John J. Mulligan, executive vice president and chief operating officer, told investors that the “growth rate of all three of [the] services in 2019 has been nothing short of remarkable. In the third quarter, the slowest growing of these services was Order Pick Up, which grew more than 50 percent. Target sales volume fulfilled by Shipt grew more than 100 percent and Drive Up, our highest-rated service, saw astounding growth of more than 500 percent.”
While a portion of Drive Up’s growth was buoyed by the addition of more than 800 locations, compared with a year ago, more than half of the growth occurred in mature locations, he noted. Because of the rapid growth in the services, Target is planning for them to “play a really important role in the fourth quarter” and has made investments in training, tools and fixtures to prepare its stores to accommodate a “meaningful spike in volume of these same-day options during the holidays,” Mulligan said.
Net Sales: Total revenues for the three months ended Nov. 2 rose 4.7 percent to $18.7 billion from $17.8 billion, which also included a 4.7 percent gain in net sales to $18.4 billion from $17.6 billion.
Comparable sales rose 4.5 percent–2.8 percent growth in stores and a 1.7 percent contribution from digital sales–on top of the 5.1 comp gain in the same year-ago quarter, which the company noted reflected a comp sales gain of nearly 10 percent over the past two years. The 1.7 percent contribution from digital sales included a comparable digital sales growth of 31 percent in the quarter, on top of 49 percent last year. Target saw a 3.1 percent increase in comparable traffic growth in the quarter, driven by increases in both stores and digital channels.
Apparel sales “running at a 10 percent comp [is] really healthy on the margin line,” Michael Fiddelke, executive vice president and chief financial officer, said. That helps to boost the gross margin rate when more products sell at full price during the quarter versus taking a markdown at the season’s end.
While apparel sales saw growth, Target also saw soft sales trends in the electronics and entertainment categories.
Inventory levels in the quarter were down by nearly $1 billion, or about 8 percent, compared with last year. “However, given that this inventory position was about 8 percent higher than two years ago, the year-over-year decline is largely a reflection of the specific inventory investments we made in advance of the fourth quarter last year,” Fiddelke said.
“As we approach this year’s peak season,,” he added, “we feel very good about both the level and make-up of our inventory, which should position us to extend the strong sales and earnings performance we’ve seen so far this year.”
Many retail analysts believe that one reason retailers have not raised prices despite the high cost of tariffs is because the companies had invested in buying goods ahead of time in preparation for the fourth quarter and holiday season.
Earnings: Net income for the quarter jumped 14.8 percent to $714 million, or $1.39 a diluted share, from $622 million, or $1.17, in the year-ago period. On adjusted basis, EPS was $1.36.
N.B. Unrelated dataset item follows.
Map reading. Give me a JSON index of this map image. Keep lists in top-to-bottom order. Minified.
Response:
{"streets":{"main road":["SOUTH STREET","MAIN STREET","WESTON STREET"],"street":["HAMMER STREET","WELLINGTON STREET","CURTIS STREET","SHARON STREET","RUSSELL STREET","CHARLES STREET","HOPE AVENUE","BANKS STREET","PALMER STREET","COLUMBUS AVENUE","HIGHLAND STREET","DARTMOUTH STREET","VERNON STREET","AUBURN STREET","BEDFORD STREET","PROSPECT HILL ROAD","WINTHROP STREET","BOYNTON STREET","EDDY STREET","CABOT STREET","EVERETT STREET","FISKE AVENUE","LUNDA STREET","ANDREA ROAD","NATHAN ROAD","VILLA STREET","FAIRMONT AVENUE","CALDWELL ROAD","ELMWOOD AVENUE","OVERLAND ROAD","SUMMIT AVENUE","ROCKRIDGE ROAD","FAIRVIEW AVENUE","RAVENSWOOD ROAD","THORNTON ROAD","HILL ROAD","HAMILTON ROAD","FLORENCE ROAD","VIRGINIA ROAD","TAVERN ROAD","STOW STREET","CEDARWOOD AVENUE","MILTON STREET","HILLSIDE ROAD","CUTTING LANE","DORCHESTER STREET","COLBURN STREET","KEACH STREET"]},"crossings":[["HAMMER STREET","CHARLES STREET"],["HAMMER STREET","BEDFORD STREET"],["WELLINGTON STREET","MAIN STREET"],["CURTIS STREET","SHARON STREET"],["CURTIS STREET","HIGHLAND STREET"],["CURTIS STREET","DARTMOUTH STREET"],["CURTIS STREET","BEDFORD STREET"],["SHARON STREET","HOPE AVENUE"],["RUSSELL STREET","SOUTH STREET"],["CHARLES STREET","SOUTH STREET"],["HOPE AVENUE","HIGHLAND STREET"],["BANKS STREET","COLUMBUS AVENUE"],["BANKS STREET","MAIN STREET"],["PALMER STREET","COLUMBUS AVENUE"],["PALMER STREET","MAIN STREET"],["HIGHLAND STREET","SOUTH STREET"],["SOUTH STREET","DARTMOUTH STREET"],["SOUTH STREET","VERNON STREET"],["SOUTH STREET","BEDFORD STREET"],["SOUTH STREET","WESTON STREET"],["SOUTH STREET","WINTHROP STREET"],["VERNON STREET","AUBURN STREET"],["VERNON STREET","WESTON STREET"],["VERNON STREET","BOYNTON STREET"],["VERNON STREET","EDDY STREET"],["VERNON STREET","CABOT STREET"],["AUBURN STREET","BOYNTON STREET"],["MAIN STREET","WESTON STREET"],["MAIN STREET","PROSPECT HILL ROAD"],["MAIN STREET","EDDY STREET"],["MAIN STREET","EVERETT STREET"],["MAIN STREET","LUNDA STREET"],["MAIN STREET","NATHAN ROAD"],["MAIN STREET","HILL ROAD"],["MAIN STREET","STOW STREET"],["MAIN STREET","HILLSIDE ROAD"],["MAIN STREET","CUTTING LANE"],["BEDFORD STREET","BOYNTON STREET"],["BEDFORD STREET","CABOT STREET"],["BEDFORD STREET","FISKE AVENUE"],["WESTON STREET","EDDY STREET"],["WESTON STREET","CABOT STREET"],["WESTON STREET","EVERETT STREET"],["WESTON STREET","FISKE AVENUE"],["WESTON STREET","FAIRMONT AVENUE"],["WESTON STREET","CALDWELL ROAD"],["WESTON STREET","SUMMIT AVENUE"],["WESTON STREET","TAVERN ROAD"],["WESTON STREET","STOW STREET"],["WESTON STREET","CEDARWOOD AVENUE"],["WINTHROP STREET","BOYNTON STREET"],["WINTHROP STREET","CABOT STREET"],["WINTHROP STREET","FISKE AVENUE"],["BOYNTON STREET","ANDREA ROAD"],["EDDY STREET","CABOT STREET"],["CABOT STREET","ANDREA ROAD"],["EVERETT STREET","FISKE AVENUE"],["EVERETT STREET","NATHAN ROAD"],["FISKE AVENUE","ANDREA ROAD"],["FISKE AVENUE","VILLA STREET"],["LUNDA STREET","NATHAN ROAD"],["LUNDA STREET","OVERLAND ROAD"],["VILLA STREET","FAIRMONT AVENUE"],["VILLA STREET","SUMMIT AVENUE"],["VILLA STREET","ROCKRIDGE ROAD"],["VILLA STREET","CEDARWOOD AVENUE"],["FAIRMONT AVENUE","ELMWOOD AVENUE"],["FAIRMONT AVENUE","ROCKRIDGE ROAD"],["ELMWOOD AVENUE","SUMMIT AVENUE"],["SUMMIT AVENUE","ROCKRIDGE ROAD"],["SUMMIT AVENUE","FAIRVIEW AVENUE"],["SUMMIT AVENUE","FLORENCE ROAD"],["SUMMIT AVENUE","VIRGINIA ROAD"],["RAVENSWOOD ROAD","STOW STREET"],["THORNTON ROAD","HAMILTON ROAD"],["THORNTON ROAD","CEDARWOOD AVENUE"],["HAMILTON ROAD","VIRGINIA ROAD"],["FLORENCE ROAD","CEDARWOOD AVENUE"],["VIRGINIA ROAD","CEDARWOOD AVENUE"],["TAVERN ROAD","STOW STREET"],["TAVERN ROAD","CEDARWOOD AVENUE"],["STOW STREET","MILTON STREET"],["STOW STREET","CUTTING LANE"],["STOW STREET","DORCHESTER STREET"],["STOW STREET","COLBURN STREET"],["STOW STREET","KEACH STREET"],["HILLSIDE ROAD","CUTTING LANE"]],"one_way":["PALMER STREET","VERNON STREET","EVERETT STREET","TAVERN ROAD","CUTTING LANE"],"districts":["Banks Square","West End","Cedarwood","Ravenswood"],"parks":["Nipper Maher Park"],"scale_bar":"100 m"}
Wall Street was expecting adjusted diluted earnings per share at $1.19 on revenues of $18.49 billion.
Target said it expects comparable sales growth for the fourth quarter of between 3 percent to 4 percent, and adjusted EPS of between $1.54 to $1.74.
For the full year, Target guided adjusted EPS to between $6.25 to $6.45, up from prior guidance of $5.90 to $6.20.
The company said it plans to issue a post-holiday financial update on Jan. 15, 2020.
CEO’s Take: Cornell said, “Looking ahead, we have ushered in the holiday season with an unwavering commitment to guest service that complements our highly differentiated, value-driven assortment, our exceptional in-store shopping experience as well as an unmatched suite of easy and convenient fulfillment options.”